I have an List document with embedded Comments. Along with the user’s comment in the view, I’d like to display their screen name and profile picture. The profile picture could change and so could the screen name.
I’m trying to determine what the best practice is here for design. To best leverage Mongo, it seems like like the embedded Comment should look like the following:
Comment Model
class Comment
include Mongoid::Document
field :user_id
field :username
field :profile_pic_url
field :content
field :created_at, type: Date
embedded_in :list, :inverse_of => :comments
end
The risk though is that comment data (user’s screen name and profile pic) becomes stale if the user changes them unless there’s a after_save filter on the User model for instance that looks to update all instances in comments.
Any guidance on proper design? I could make it so that comments are not embedded and make it so that a user has many comments and a list has many comments, but I’m trying to play to Mongo’s strengths.
Your application, it’s access patterns, scaling, and performance requirements trump backend issues.

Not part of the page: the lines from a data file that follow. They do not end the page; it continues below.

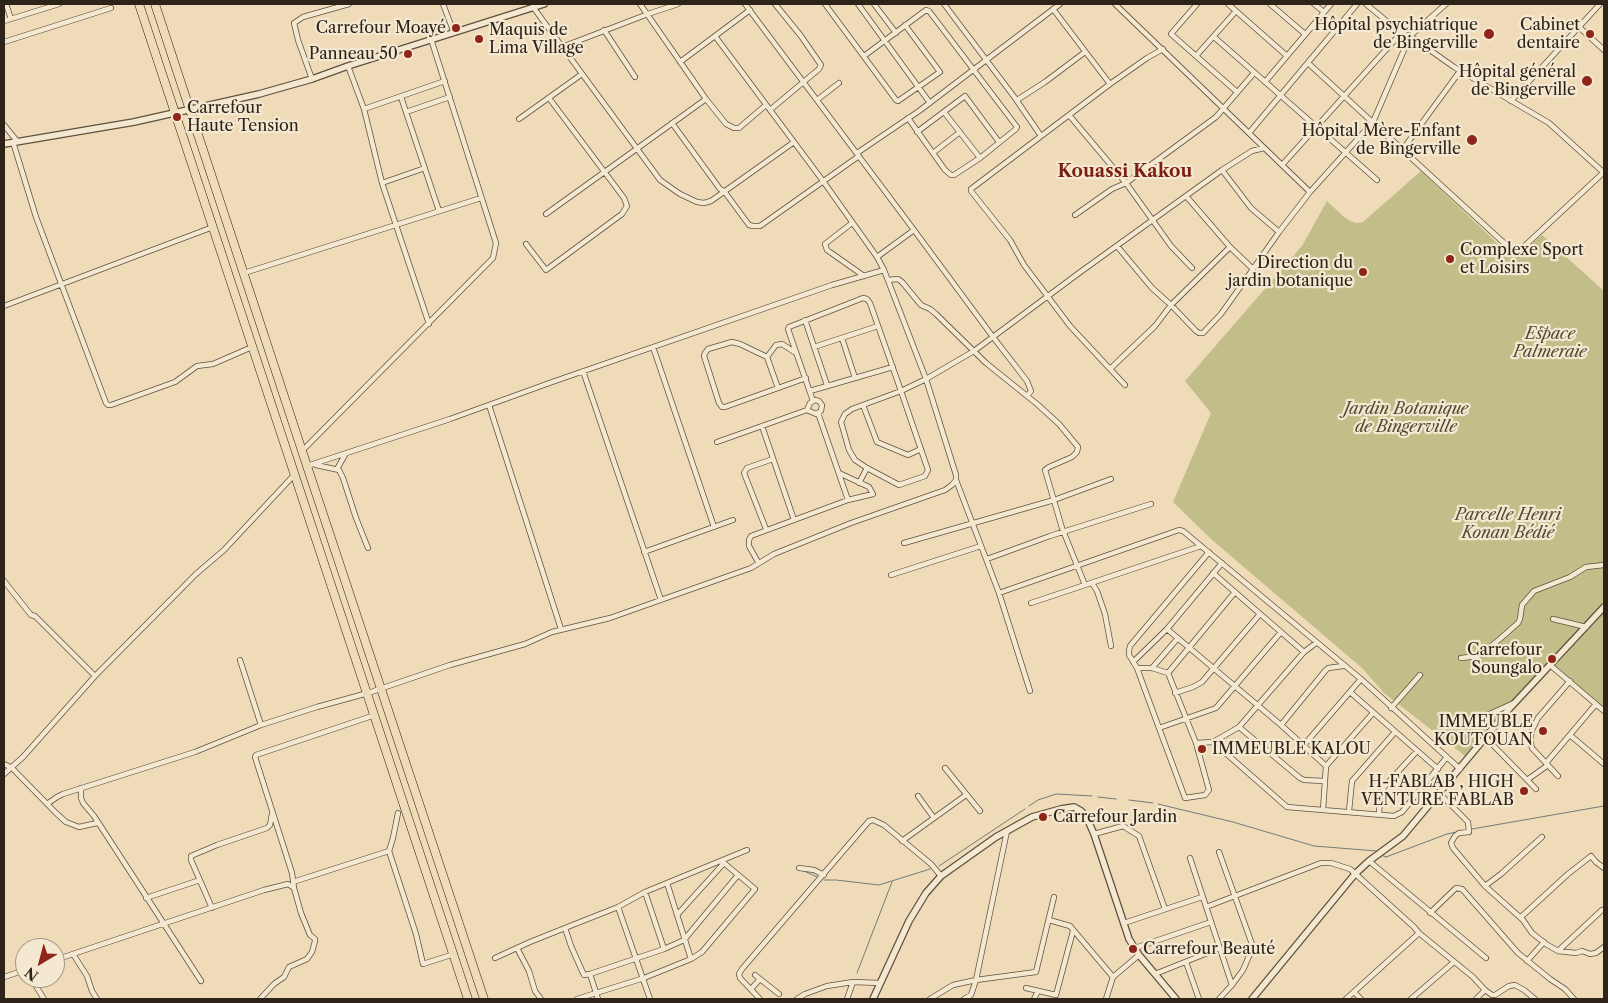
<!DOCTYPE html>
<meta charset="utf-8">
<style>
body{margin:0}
#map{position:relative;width:1608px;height:1003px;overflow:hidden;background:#efdbb8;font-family:"Libre Caslon Text",serif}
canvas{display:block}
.frame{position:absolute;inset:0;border:5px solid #2d2319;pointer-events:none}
.north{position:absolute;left:15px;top:938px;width:50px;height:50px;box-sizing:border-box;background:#f5e8d1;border:1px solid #a59987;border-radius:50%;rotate:217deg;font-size:14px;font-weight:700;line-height:20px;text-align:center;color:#2d2319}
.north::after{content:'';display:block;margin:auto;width:18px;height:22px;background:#8f2418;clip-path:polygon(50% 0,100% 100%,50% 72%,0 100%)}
</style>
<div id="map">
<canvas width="1608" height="1003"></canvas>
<div class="frame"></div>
<div class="north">N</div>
</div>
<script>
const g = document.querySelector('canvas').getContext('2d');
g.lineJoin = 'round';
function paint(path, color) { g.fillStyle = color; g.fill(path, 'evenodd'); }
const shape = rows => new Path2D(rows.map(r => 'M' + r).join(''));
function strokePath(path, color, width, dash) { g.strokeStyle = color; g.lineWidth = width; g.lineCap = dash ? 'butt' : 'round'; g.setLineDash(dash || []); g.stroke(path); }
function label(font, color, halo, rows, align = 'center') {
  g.font = font + ' "Libre Caslon Text",serif'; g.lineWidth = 4.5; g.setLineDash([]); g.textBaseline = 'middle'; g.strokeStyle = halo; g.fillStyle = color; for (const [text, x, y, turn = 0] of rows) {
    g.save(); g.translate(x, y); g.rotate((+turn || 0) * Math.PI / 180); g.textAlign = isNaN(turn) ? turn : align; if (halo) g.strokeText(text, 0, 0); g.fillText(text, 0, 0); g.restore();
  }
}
paint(shape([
 [1421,171,1514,259,1542,235,1604,291,1604,604,1469,759,1384,693,1362,668,1211,539,1173,502,1211,413,1185,381,1302,246,1327,201,1344,217,1350,221,1357,223,1363,222],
 [1604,613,1604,709,1555,666]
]), '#c1be89');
strokePath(shape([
 [1098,797,1116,799],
 [1129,800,1153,803],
 [1158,804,1233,822,1314,846,1377,851,1378,853],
 [1029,806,1038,800,1056,794,1092,796],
 [1472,829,1604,806],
 [1381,855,1386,857,1447,834,1457,832],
 [939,866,1025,809],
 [804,871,817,877],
 [824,880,836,880,879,885,930,869],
 [857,973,892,882]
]), '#717c79', 1);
const minor = shape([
 [6,4,11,19],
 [443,4,454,33],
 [640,4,706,99,726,124,734,128,739,128,766,105],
 [745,4,914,230,877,257],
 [825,4,896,100,898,101,940,72,905,25],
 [858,4,930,103],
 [874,4,896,33],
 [944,4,1015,98,1041,136],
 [1115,4,1310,192],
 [1197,4,1171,34,1237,92],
 [1228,4,1287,56],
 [1270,4,1305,34],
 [1314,4,1324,12],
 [1366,4,1401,33],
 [533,7,660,180,680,194,697,202,704,203,711,201,794,142],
 [1053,9,1110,84],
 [4,21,59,4],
 [1579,27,1604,50],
 [604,30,635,77],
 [1214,37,1377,180],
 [4,42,111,8],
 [562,47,648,14,678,4],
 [864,56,926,10,929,11,1017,127,1016,129,980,158,954,175,951,175,945,170,908,118],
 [1196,56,1236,11],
 [680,62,750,10],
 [1308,63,1516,254,1604,172],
 [348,66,364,109,382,183,429,324],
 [312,79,298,40,294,23,303,17,349,4],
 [1265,82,1331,4],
 [401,97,439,211],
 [817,100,839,83],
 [1017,100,1045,82,1085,52],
 [1511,101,1600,4],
 [364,109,445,81],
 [770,110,819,69,821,65,801,36,775,4],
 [406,112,450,97],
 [944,112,980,158],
 [1069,115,1126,183,1171,246,1192,268],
 [519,119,582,74],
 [672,123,720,189,724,191,749,225,753,226,760,226,859,156],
 [4,125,17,141],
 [917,132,965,96,999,142],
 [1249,133,1357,4],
 [13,142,36,217,106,403,108,405,111,405,175,382,197,366,213,364,252,347],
 [1403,149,1460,71],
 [857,153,919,111,1060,4],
 [933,153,960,132],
 [1282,165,1401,33,1410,36,1454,67,1549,123,1603,172],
 [1222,170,1251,208,1279,232],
 [382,183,425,168],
 [1186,196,1230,247],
 [546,214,706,99],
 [1075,215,1112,189,1126,183,1216,117,1254,73],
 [852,223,825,244,827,250,864,276],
 [914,230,993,337,1027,381,1031,391,1027,396],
 [526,244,546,270,622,214,627,206,624,198,549,98],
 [1253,269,1230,247,1171,305,1196,331,1199,333,1203,333,1221,314,1253,269,1279,232,1310,192,1373,122,1410,36,1446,4],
 [244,273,481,198],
 [888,280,898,279,902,282,921,305,930,309,936,314,986,363,1037,404,1059,424,1078,447,1077,452,1072,457,1049,467,1045,470,1062,528,1085,585,1031,603],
 [4,306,213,227],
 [805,320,827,385],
 [842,338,855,378],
 [653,347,714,527],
 [814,347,878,326],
 [767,357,776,345,782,344,796,353],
 [1110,369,1155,326,1171,305,1152,288,1117,246],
 [583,371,661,600],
 [1125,385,1070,326,1024,265,1010,240,971,191,971,189,1110,84,1147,58,1163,49],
 [778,388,767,357,740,344,732,342,708,349,705,353,704,356,719,403,722,407,725,407,806,378],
 [810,391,893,367],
 [815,400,819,401,822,405,821,411,816,414,807,410,810,403,815,400],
 [813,401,788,329,789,327,863,298,867,299,870,303,901,391,928,470,925,476,899,485,867,468,855,460,849,450,841,422,845,414,852,409,901,391,926,379,974,351,1079,273,1222,170,1252,151,1264,148],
 [489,405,561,629],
 [863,405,877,442,908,455,921,449],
 [818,413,848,500],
 [717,442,807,410],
 [302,451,493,258,496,243,431,39],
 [316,465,339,470,343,478,356,518,368,548],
 [307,466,450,419,555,381,832,285,884,270],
 [337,469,345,455],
 [956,480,999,593,1030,691],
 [859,483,867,468],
 [794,520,848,500,873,494,869,487,839,473],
 [766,529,744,473,747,468,773,459],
 [904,543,1054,500,1111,479],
 [644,552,733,520],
 [987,559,1050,536,1151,504],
 [758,562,749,546,749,540,751,536,794,520,762,426],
 [1213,573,1304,652],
 [891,575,981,546],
 [4,581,31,615,35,616,95,676],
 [1092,583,1097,591,1105,614,1111,646],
 [1085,585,1201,546],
 [999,593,1179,530,1183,531,1361,679,1460,769],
 [1553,619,1586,627],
 [1167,629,1281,725,1326,766],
 [1461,658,1479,656,1501,638,1518,623,1520,619,1522,605,1534,591,1570,577,1586,567,1604,565],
 [240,660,261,725],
 [1133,662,1167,629,1222,563],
 [1550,665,1604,711],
 [1137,668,1152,668,1168,673],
 [1152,668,1178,638],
 [1168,673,1196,743,1209,790,1205,795,1185,798,1159,728,1137,668,1129,655,1129,651,1130,646,1209,552],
 [1168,673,1235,592],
 [1350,692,1438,769],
 [1175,693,1193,687,1202,682,1260,614],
 [1391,708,1420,675],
 [1281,725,1325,671,1328,668,1343,666],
 [1465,726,1483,717,1514,703],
 [1239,727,1300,778,1304,780,1325,781],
 [1159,728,1216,708,1281,632],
 [1570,735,1604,764],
 [1485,737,1536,789],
 [1213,742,1287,807,1394,816,1402,812,1447,757],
 [1196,743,1213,742,1239,727,1304,652,1316,643],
 [1304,745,1361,679],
 [1546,763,1596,704],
 [4,764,12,768,56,813,66,822,79,827,97,823],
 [945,768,980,811],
 [4,774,23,757,95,676,196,574,224,550,295,474],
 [1558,776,1532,748,1530,740,1532,730,1538,718,1570,681],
 [1527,780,1548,765],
 [81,788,81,798,83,803,94,816,201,981],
 [1439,793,1468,822,1469,832,1459,833,1455,836,1451,843,1453,848,1485,886,1523,920,1532,933,1546,944,1558,951,1576,953,1582,951,1590,954,1596,953,1604,947],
 [918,796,934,818],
 [47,804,57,797,63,794,195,752,261,725,317,707,368,693,450,665,525,644,552,632,610,618,751,568,774,554,851,523,945,490,952,485,956,480,956,475,926,379,884,270,877,257,823,181,715,36],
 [1323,810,1326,766,1373,713],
 [1349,811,1352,781,1395,732],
 [398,813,393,838,389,851,416,934,423,964,454,954],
 [1379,814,1380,797,1384,787,1417,751],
 [1094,834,1123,826,1139,836,1165,909],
 [902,841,966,795],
 [1190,858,1232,985],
 [1369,861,1486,958],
 [799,868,814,870,824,875],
 [738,875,684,940,664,949,590,974,584,975,583,973,571,946,565,928,618,907,645,892,747,850],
 [293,882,389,851],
 [667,883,691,959],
 [1485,886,1501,874,1542,837],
 [645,892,664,949],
 [146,898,200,880],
 [618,907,650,999],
 [1206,907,1321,863,1331,863,1350,869,1414,927,1419,933,1473,977,1485,990,1492,995,1495,995,1509,986,1515,985,1524,990,1535,999],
 [212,908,191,860,191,856,217,845,267,828,270,825,272,814],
 [1430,913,1456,888,1462,889,1518,953,1550,979,1565,989,1574,999],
 [1521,917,1568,874,1591,856,1596,862,1604,868],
 [1049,920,1070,926,1113,977],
 [1124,923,1202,897],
 [517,948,529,971,535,991,541,999],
 [1135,948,1211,922],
 [1558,951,1602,910],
 [73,954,87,976,92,991,97,999],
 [495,958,530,942,565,928],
 [55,960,264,890,288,884,294,888],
 [1527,961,1544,942],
 [1186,962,1199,999],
 [590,974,598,999],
 [1155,974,1220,948],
 [755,975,779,994],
 [4,977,25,970],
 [31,978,44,999],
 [1026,988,1056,995,1073,931],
 [751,989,760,979],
 [1354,992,1361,999],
 [260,999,274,984,284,977,289,967,307,959,312,952,315,941,315,939,310,935,301,913,294,888,292,873,255,757,256,755,375,715],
 [577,999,644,978,691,959,702,952,755,889,724,863,677,915],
 [760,999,740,978,739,974,742,969,869,821,873,820,884,825,931,864,941,876],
 [797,999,805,994,827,986,853,982,880,983],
 [847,999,853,982],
 [930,999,953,985,976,980,1036,972,1054,897],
 [964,999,971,995,976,980,1007,831],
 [1034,999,1038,991],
 [1106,999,1113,977,1139,955],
 [1219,999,1232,985,1243,970,1253,947,1219,852],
 [1346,999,1419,933],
 [1411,999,1454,962],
 [1476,999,1485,990]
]);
const tertiary = shape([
 [4,144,134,122,259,94,312,79,348,66,544,4],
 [873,999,909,921,926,893,941,876,996,837,1032,817,1061,809,1074,807,1081,811,1086,816,1094,834,1129,939,1139,955,1176,999],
 [1252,999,1355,874,1369,861,1403,836,1509,709,1604,607]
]);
const trunk = shape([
 [139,4,468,999],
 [155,4,307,466,484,999]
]);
strokePath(minor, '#5e5141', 6);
strokePath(tertiary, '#5e5141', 8);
strokePath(trunk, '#2d2319', 9);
strokePath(minor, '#f5e8d1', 4.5);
strokePath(tertiary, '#f5e8d1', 5.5);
strokePath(trunk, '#efdbb8', 8);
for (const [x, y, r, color] of [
 [456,28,5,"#8f2418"],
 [1489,34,6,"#8f2418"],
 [1590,34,5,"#8f2418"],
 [479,39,5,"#8f2418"],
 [408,54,5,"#8f2418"],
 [1587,81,6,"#8f2418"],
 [177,117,5,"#8f2418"],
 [1472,140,6,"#8f2418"],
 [1450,259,5,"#8f2418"],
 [1363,272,5,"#8f2418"],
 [1552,659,5,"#8f2418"],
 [1543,731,5,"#8f2418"],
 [1202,749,5,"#8f2418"],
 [1524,791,5,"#8f2418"],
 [1043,817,5,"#8f2418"],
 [1133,949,5,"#8f2418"]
]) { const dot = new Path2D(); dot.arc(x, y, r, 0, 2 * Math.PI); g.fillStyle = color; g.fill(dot); strokePath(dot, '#f5e8d1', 2); }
label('16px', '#2d2319', '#f5e8d1', [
 ["Hôpital psychiatrique",1478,25],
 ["de Bingerville",1478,43],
 ["Cabinet",1580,25],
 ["dentaire",1580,43],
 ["Carrefour Moayé",446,28],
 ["Maquis de",489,30,"left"],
 ["Lima Village",489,48,"left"],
 ["Panneau 50",398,54],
 ["Hôpital général",1576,72],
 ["de Bingerville",1576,90],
 ["Carrefour",187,108,"left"],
 ["Haute Tension",187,126,"left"],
 ["Hôpital Mère-Enfant",1461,131],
 ["de Bingerville",1461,149],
 ["Complexe Sport",1460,250,"left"],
 ["et Loisirs",1460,268,"left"],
 ["Direction du",1353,263],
 ["jardin botanique",1353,281],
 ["Carrefour",1542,650],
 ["Soungalo",1542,668],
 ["IMMEUBLE",1533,722],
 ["KOUTOUAN",1533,740],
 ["IMMEUBLE KALOU",1212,749,"left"],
 ["H-FABLAB , HIGH",1514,782],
 ["VENTURE FABLAB",1514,800],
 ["Carrefour Jardin",1053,817,"left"],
 ["Carrefour Beauté",1143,949,"left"]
], 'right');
label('italic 16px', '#524a35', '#f5e8d1', [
 ["Espace",1550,334],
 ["Palmeraie",1550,352],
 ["Jardin Botanique",1406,409],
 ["de Bingerville",1406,427],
 ["Parcelle Henri",1508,515],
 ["Konan Bédié",1508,533]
]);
label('bold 18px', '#7a1f14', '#f5e8d1', [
 ["Kouassi Kakou",1125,172]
]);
</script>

With SQL, normalization and linking/referencing is pretty much your only choice, but with MongoDB, you can embed.
MongoDB provides the flexibility to match schema to the needs of your application, you can choose normalization/linking/referencing or denormalizing/embedding as needed, and Mongoid makes it easy to choose.
(a) Normalization reduces redundancy, following the good principle of Don’t Repeat Yourself (DRY).
(b) Denormalization introduces redundancy, following common practices such as caching or memoizing for performance.
In general based on the needs of your application:
High consistency required – yes: normalize / link, no: denormalize / embed
High read performance required – yes: denormalize / embed, no: normalize / link
High write performance required – yes: normalize / link, no: denormalize / embed
High scaling required – yes: normalize / link, no: denormalize / embed
Relationships:
one-to-one – yes: denormalize / embed, no: …
one-to-many – yes: denormalize / embed, no: …
many-to-many – yes: normalize / link, no: …
There are various techniques for handling consistency, ex., background or nightly process for eventual consistency, look-aside cache for immediate consistency, etc.
The bad news is that there’s no formula that requires no thought. The good news is that MongoDB has the flexibility to match your application. 10gen offers talks on Schema Design.